On the other hand, we have had enough indications on why pool corruption has occurred:

  • Use of hardware RAID disk controllers, (yes, even JBOD mode can be bad).
  • Using a proper LSI HBA, but really old firmware has led to problems, some appearing to cause data loss.
  • Use of USB attached drives, (some with hardware RAID controllers set to JBOD mode).
  • Virtualization of TrueNAS but not passing through the disk controller, (just a virtual disk or the plain disk).

Any of these can lead to out of order disk writes that during a crash can cause ZFS pool corruption. Since the corruption only occurs due to a crash, (power loss or OS crash), people say “But it worked for months / years!”. That is the point. ZFS was designed to handle crashes IF you give it the proper hardware. If not, you may get lucky or not.

On the subject of UPSes, while a good thing, even if it just handles a few minutes, is not strictly necessary.
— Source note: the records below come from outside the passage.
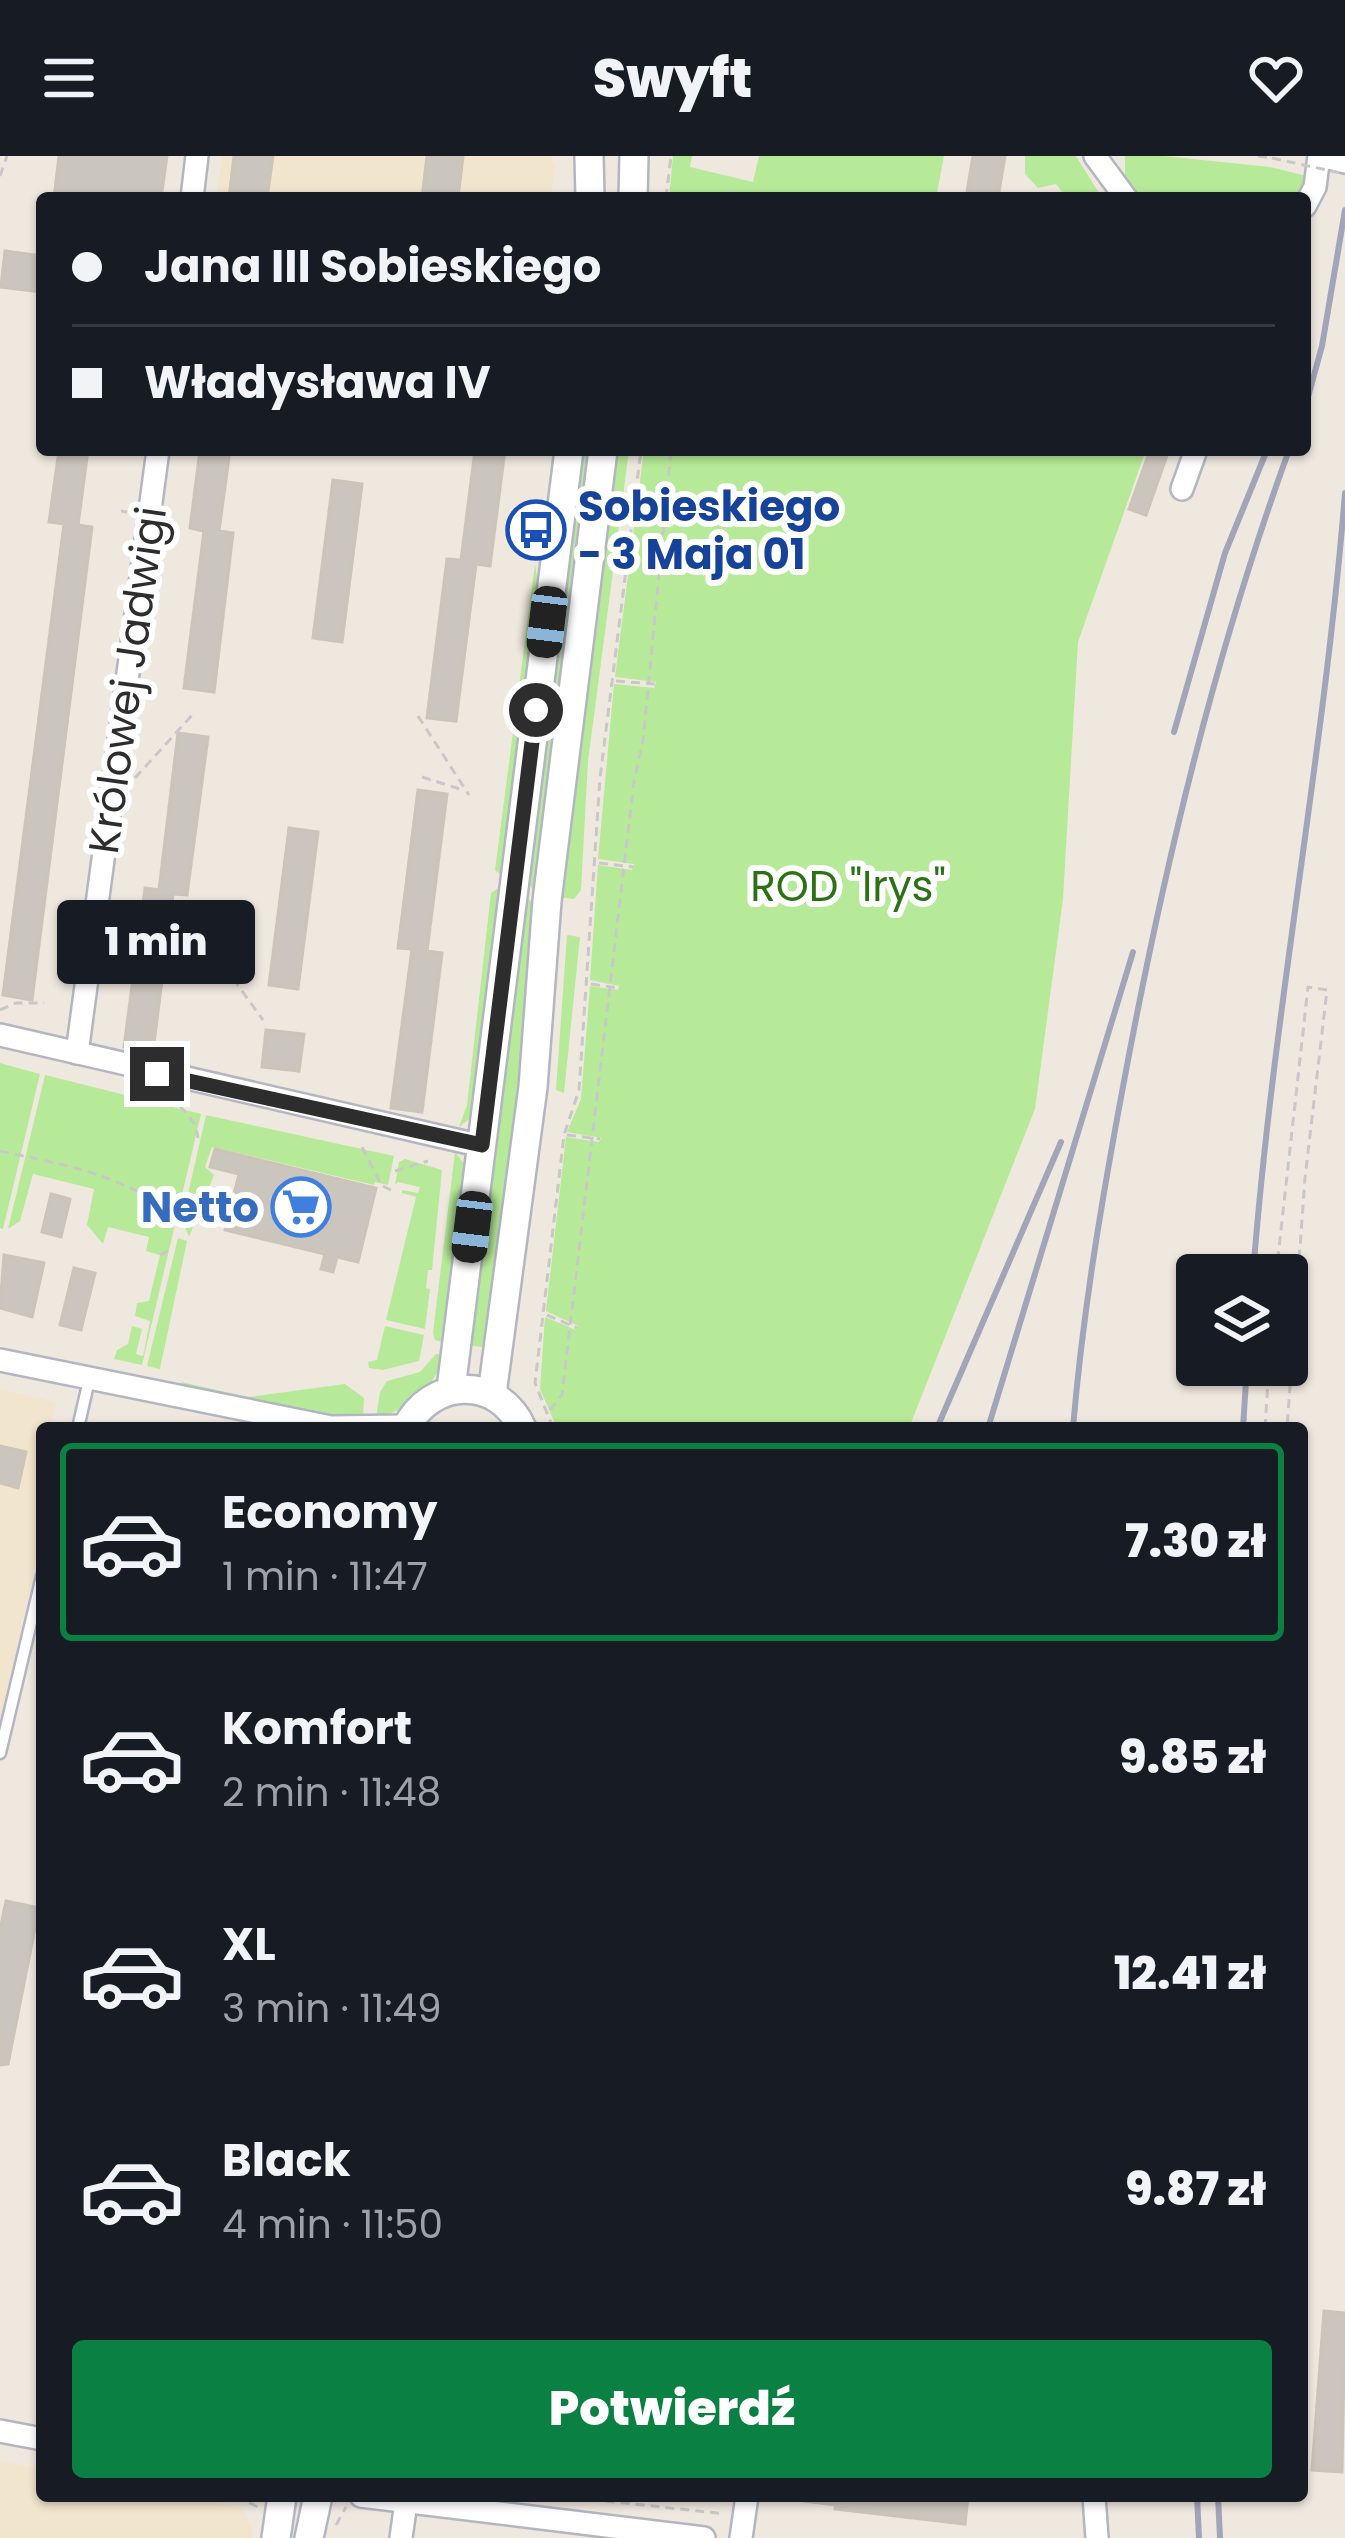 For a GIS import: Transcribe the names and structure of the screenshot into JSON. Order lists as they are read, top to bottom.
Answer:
{
  "streets": {
    "street": ["Królowej Jadwigi"]
  },
  "parks": ["ROD \"Irys\""],
  "places": {
    "bus stop": ["Sobieskiego - 3 Maja 01"],
    "supermarket": ["Netto"]
  },
  "page": {
    "header": "Swyft",
    "banner": ["Jana III Sobieskiego", "Władysława IV"],
    "bubble": "1 min",
    "list": [
      {
        "name": "Economy",
        "note": "1 min · 11:47",
        "value": "7.30 zł"
      },
      {
        "name": "Komfort",
        "note": "2 min · 11:48",
        "value": "9.85 zł"
      },
      {
        "name": "XL",
        "note": "3 min · 11:49",
        "value": "12.41 zł"
      },
      {
        "name": "Black",
        "note": "4 min · 11:50",
        "value": "9.87 zł"
      }
    ],
    "buttons": "Potwierdź"
  }
} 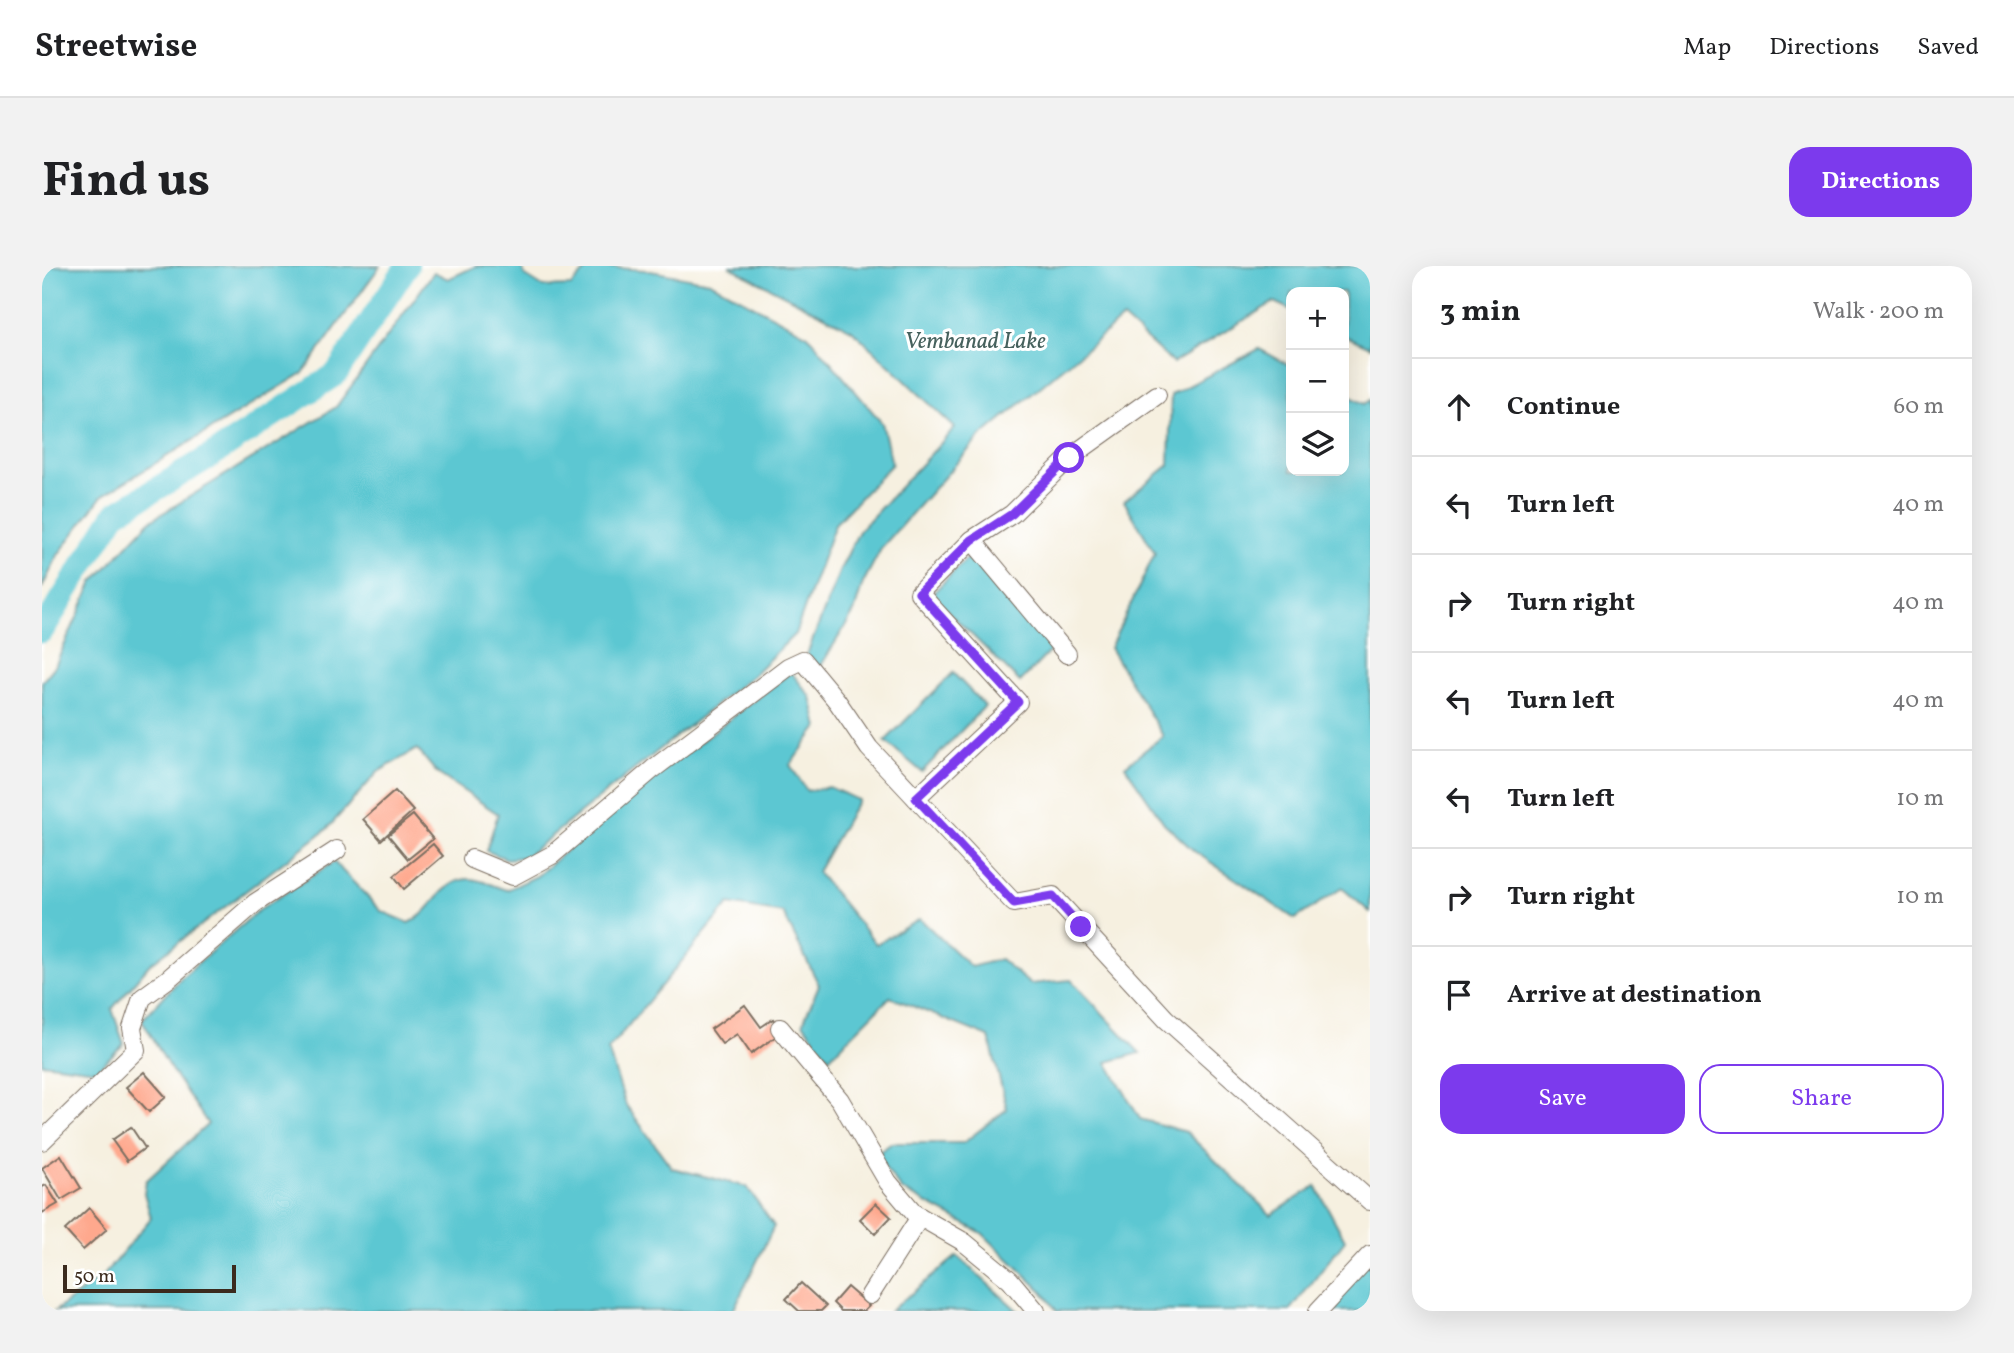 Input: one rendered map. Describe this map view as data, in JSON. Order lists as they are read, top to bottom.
{
  "water": ["Vembanad Lake"],
  "scale_bar": "50 m",
  "page": {
    "header": "Streetwise",
    "nav": ["Map", "Directions", "Saved"],
    "buttons": [
      "Directions",
      ["Save", "Share"]
    ],
    "title": "Find us",
    "heading": ["3 min", "Walk · 200 m"],
    "map_buttons": ["+", "−"],
    "list": [
      ["Continue", "60 m"],
      ["Turn left", "40 m"],
      ["Turn right", "40 m"],
      ["Turn left", "40 m"],
      ["Turn left", "10 m"],
      ["Turn right", "10 m"],
      "Arrive at destination"
    ],
    "scale": "50 m"
  }
}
  • As a minimum, it will extend the life of your hardware through fewer surges, power dips, transient outages, etc.
  • Some hardware will fail or lose data because of graceless power loss.
  • When the cleaning lady comes through and plugs the vacuum into the wrong circuit, it doesn’t interrupt your workflow …

Comments?
Corrections?
Additions?

4 Likes

Looks right, other than some typos:

  • s,loose,lose,g;
  • s,their,there;

I would also add that a UPS, while not strictly necessary, is a Really Good Thing for a file server even if it only has a few minutes’ of run time. As a minimum, it’ll extend the life of your hardware through fewer surges, power dips, transient outages, etc. Plus when the cleaning lady comes through and plugs the vacuum into the wrong circuit, it doesn’t interrupt your workflow …

But that’s not specific to ZFS, no.

1 Like

Done.

I also still recommend a UPS. Who wants any data loss ideally? Power Losses can definitely affect hardware, especially brownouts. People are always worried about power surges. Brownouts can kill too! And once you affect hardware, you can affect Truenas.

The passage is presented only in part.